Starting with the line that contains "6 2 6-2v14l-6", copy every remaining line of the data below exactly, the last one included.

____ Data for this task

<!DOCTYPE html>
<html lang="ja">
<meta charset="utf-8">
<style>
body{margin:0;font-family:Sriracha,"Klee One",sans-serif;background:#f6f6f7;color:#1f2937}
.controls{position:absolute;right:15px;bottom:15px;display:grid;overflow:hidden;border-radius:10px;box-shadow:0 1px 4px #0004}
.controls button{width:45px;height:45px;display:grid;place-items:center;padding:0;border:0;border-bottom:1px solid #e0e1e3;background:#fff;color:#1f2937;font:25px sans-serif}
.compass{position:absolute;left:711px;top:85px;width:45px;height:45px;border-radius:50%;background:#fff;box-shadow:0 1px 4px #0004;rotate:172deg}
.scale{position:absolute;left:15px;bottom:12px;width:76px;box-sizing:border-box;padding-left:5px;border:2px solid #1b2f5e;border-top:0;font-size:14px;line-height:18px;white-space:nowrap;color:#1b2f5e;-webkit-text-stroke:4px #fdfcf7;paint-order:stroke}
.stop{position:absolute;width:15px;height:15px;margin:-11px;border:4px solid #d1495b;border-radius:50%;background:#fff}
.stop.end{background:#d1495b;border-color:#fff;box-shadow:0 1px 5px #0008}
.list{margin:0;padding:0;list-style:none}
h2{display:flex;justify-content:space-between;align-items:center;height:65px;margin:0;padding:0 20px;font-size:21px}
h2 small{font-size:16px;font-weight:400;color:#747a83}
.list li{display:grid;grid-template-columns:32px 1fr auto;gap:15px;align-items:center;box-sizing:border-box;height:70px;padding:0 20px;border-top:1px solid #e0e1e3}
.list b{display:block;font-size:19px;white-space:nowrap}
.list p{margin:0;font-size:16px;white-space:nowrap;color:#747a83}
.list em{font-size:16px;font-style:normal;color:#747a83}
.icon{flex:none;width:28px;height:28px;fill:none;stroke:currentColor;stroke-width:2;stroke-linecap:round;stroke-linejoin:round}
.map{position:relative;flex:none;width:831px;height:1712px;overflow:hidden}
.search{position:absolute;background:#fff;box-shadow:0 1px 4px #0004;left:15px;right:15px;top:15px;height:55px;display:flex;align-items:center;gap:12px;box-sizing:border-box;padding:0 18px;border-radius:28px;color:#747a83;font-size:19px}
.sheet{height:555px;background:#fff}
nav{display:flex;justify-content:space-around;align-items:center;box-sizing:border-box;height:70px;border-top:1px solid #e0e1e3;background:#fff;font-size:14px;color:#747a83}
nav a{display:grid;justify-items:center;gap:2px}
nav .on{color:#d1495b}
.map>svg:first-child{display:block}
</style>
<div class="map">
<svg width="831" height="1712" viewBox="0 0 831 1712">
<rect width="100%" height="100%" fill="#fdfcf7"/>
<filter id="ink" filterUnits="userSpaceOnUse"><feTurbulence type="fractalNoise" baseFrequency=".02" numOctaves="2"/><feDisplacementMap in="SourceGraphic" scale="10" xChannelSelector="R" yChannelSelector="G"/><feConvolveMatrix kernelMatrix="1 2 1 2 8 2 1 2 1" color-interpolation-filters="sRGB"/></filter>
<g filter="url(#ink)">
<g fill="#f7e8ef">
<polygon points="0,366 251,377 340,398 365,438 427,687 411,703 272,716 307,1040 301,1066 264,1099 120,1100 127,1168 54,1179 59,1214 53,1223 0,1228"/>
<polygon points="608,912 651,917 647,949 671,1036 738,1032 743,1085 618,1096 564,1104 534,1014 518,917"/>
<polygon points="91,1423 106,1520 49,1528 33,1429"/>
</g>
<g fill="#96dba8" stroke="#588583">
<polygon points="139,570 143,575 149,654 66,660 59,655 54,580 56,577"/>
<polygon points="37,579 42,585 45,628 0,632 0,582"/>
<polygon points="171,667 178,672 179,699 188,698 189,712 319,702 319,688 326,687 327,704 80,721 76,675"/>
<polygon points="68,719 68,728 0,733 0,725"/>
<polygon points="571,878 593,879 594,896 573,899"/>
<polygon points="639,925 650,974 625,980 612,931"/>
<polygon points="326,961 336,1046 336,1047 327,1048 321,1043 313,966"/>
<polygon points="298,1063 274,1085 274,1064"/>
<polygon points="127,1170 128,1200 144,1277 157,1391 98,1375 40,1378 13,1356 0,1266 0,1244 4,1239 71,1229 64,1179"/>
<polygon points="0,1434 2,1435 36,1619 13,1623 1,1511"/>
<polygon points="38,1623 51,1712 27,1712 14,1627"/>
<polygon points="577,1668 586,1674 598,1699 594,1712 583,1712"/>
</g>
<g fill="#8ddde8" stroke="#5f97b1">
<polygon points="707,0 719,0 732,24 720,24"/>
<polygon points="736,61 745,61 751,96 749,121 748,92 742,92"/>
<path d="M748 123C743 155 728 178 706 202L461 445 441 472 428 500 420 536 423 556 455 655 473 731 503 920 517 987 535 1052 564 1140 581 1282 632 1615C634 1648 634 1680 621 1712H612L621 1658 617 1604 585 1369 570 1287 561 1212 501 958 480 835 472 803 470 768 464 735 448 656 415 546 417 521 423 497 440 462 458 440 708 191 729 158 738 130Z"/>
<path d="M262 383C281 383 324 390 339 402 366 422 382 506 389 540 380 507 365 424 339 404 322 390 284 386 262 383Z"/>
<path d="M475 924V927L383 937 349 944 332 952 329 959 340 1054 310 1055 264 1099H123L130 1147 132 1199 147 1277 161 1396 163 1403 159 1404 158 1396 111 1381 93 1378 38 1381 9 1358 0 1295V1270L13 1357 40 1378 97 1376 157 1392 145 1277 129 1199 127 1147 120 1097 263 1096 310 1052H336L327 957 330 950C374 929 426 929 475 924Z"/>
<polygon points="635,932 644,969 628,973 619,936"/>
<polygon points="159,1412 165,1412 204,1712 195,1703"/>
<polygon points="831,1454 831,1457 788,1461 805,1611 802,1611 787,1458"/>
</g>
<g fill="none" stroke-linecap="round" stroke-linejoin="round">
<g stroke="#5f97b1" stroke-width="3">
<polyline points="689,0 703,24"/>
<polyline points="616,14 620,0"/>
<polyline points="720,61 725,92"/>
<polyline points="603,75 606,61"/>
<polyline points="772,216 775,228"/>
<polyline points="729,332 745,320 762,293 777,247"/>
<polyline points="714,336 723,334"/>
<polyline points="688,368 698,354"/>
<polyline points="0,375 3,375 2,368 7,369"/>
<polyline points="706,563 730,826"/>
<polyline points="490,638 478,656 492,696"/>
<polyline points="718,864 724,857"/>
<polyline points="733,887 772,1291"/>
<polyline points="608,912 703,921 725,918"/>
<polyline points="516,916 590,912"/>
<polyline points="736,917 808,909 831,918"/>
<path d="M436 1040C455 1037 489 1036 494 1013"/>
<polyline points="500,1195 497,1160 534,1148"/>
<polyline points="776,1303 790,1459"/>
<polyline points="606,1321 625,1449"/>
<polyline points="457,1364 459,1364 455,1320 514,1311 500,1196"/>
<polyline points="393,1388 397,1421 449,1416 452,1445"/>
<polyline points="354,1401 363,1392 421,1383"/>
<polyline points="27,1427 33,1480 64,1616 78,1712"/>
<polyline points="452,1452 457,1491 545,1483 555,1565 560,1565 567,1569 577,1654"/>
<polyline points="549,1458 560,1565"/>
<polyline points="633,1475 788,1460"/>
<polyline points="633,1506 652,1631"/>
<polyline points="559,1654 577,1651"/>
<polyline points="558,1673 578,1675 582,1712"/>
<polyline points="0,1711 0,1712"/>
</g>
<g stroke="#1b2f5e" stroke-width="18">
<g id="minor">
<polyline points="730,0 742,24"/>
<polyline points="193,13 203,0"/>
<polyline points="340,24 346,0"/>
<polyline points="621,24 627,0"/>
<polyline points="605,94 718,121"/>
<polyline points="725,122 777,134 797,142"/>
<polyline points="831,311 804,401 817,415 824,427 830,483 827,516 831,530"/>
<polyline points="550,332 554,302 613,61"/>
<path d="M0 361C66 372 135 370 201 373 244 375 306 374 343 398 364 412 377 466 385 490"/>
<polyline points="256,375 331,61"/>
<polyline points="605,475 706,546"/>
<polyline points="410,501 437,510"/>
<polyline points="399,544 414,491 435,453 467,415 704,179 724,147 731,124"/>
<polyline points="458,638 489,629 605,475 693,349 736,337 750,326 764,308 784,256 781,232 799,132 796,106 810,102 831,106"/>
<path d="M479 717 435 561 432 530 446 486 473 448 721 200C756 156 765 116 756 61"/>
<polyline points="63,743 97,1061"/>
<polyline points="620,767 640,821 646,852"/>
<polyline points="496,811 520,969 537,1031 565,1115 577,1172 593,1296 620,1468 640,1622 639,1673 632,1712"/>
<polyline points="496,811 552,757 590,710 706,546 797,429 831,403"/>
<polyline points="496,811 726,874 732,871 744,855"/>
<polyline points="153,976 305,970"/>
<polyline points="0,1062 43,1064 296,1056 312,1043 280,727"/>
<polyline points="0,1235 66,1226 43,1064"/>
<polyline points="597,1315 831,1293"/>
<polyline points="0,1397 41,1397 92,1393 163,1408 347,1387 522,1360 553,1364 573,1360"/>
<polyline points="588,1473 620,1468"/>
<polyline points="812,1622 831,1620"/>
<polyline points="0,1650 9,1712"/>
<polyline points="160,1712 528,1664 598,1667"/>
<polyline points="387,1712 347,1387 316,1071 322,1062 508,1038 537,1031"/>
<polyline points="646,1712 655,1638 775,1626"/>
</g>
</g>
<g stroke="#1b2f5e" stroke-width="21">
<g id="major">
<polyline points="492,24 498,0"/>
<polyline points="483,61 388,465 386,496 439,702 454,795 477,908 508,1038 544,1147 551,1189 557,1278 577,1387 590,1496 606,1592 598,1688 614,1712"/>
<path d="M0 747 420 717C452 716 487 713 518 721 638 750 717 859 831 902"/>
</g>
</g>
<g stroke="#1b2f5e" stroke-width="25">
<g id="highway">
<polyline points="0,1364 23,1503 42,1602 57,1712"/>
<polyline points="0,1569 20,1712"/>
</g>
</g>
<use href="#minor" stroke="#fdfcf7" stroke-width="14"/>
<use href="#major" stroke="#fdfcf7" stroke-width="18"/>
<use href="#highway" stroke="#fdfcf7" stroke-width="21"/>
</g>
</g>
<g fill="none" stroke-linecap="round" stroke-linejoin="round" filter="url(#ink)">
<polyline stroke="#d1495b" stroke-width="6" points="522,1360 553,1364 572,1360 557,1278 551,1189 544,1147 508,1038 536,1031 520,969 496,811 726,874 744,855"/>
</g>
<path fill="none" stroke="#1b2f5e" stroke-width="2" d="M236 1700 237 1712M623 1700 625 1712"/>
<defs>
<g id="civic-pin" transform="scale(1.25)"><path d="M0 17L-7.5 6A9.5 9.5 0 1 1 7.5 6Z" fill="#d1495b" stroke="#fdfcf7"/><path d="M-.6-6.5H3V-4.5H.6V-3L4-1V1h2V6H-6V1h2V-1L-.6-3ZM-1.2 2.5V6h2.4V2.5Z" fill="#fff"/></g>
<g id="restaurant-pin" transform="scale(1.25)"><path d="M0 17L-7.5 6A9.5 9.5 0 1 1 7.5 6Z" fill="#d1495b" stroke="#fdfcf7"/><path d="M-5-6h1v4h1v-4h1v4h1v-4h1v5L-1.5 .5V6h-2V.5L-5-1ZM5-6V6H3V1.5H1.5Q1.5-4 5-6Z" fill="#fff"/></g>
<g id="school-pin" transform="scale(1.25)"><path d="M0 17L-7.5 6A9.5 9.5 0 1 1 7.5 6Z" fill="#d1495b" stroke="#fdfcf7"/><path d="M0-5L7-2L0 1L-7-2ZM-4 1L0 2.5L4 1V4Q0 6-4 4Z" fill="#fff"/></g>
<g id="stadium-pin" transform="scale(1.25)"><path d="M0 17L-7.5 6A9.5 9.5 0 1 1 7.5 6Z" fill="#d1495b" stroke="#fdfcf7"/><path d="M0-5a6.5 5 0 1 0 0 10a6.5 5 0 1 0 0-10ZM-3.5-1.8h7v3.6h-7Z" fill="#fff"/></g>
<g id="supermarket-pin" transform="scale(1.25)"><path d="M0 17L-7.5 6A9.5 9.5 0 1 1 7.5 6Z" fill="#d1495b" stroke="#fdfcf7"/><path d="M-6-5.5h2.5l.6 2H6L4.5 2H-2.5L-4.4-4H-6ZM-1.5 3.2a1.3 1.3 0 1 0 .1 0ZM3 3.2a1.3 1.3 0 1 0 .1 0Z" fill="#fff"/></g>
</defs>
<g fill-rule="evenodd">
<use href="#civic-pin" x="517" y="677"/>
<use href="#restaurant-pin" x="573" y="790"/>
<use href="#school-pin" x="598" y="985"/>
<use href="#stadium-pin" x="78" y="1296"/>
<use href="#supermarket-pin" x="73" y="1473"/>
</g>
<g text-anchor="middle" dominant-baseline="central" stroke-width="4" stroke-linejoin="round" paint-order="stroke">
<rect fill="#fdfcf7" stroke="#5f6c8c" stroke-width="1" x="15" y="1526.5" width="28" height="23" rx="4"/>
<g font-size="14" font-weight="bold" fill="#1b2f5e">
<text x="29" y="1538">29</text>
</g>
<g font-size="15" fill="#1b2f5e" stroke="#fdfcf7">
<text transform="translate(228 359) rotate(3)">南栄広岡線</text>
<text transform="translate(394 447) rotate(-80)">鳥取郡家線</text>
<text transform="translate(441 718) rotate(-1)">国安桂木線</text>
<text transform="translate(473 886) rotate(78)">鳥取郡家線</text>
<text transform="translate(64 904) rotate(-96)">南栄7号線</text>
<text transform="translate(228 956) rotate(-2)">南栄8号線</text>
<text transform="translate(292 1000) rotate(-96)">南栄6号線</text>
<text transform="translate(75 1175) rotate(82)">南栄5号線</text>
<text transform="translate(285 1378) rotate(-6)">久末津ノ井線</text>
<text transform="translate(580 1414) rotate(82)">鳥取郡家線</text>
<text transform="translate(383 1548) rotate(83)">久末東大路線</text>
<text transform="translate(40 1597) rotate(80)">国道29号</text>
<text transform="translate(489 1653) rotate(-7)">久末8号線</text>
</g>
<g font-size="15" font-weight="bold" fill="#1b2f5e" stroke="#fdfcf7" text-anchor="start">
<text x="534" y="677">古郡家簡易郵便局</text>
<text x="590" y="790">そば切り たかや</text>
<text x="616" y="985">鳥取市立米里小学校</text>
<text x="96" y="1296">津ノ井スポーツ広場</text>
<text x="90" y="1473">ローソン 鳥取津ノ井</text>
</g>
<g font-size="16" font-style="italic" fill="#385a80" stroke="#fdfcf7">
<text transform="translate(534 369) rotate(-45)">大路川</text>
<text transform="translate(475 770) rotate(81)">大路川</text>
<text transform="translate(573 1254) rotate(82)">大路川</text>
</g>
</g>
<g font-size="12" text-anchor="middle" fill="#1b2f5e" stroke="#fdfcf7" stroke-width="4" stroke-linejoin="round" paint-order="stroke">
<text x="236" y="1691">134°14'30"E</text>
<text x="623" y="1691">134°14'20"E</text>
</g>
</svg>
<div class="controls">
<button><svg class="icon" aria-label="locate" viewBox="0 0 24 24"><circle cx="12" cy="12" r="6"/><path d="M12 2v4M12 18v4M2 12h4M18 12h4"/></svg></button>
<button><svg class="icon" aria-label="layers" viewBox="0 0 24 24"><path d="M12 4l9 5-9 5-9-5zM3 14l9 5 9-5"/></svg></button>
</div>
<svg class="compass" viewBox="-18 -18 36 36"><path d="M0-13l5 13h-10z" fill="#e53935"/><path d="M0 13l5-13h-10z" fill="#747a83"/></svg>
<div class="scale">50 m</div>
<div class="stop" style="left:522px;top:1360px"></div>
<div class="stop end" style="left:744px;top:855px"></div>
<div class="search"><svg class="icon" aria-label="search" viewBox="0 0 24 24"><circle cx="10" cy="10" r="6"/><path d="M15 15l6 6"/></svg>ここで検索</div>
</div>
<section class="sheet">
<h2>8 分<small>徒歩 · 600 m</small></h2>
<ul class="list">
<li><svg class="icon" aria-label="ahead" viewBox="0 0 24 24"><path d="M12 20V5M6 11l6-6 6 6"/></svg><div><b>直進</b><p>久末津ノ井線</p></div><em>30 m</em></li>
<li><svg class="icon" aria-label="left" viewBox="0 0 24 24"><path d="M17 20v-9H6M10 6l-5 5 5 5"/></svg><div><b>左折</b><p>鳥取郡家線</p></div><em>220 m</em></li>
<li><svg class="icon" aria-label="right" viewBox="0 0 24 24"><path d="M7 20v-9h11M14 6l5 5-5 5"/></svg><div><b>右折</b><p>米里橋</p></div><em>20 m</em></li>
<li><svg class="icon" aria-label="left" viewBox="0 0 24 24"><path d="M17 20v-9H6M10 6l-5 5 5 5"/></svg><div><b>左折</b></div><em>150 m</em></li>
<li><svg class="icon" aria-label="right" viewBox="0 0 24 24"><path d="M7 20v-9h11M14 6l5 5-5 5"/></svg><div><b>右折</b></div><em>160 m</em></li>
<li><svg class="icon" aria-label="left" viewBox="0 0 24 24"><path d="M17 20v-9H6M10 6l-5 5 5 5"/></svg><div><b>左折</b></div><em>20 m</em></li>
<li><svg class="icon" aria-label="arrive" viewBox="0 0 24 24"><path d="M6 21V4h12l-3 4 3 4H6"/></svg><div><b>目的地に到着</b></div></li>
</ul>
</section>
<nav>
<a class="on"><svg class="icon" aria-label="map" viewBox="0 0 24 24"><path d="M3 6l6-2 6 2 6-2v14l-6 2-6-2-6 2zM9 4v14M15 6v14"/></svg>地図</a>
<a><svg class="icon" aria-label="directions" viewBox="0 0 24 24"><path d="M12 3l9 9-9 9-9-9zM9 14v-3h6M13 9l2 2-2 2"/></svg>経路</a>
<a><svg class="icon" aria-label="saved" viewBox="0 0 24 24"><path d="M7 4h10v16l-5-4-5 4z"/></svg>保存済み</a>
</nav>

________

§ **Result of the task**
<a class="on"><svg class="icon" aria-label="map" viewBox="0 0 24 24"><path d="M3 6l6-2 6 2 6-2v14l-6 2-6-2-6 2zM9 4v14M15 6v14"/></svg>地図</a>
<a><svg class="icon" aria-label="directions" viewBox="0 0 24 24"><path d="M12 3l9 9-9 9-9-9zM9 14v-3h6M13 9l2 2-2 2"/></svg>経路</a>
<a><svg class="icon" aria-label="saved" viewBox="0 0 24 24"><path d="M7 4h10v16l-5-4-5 4z"/></svg>保存済み</a>
</nav>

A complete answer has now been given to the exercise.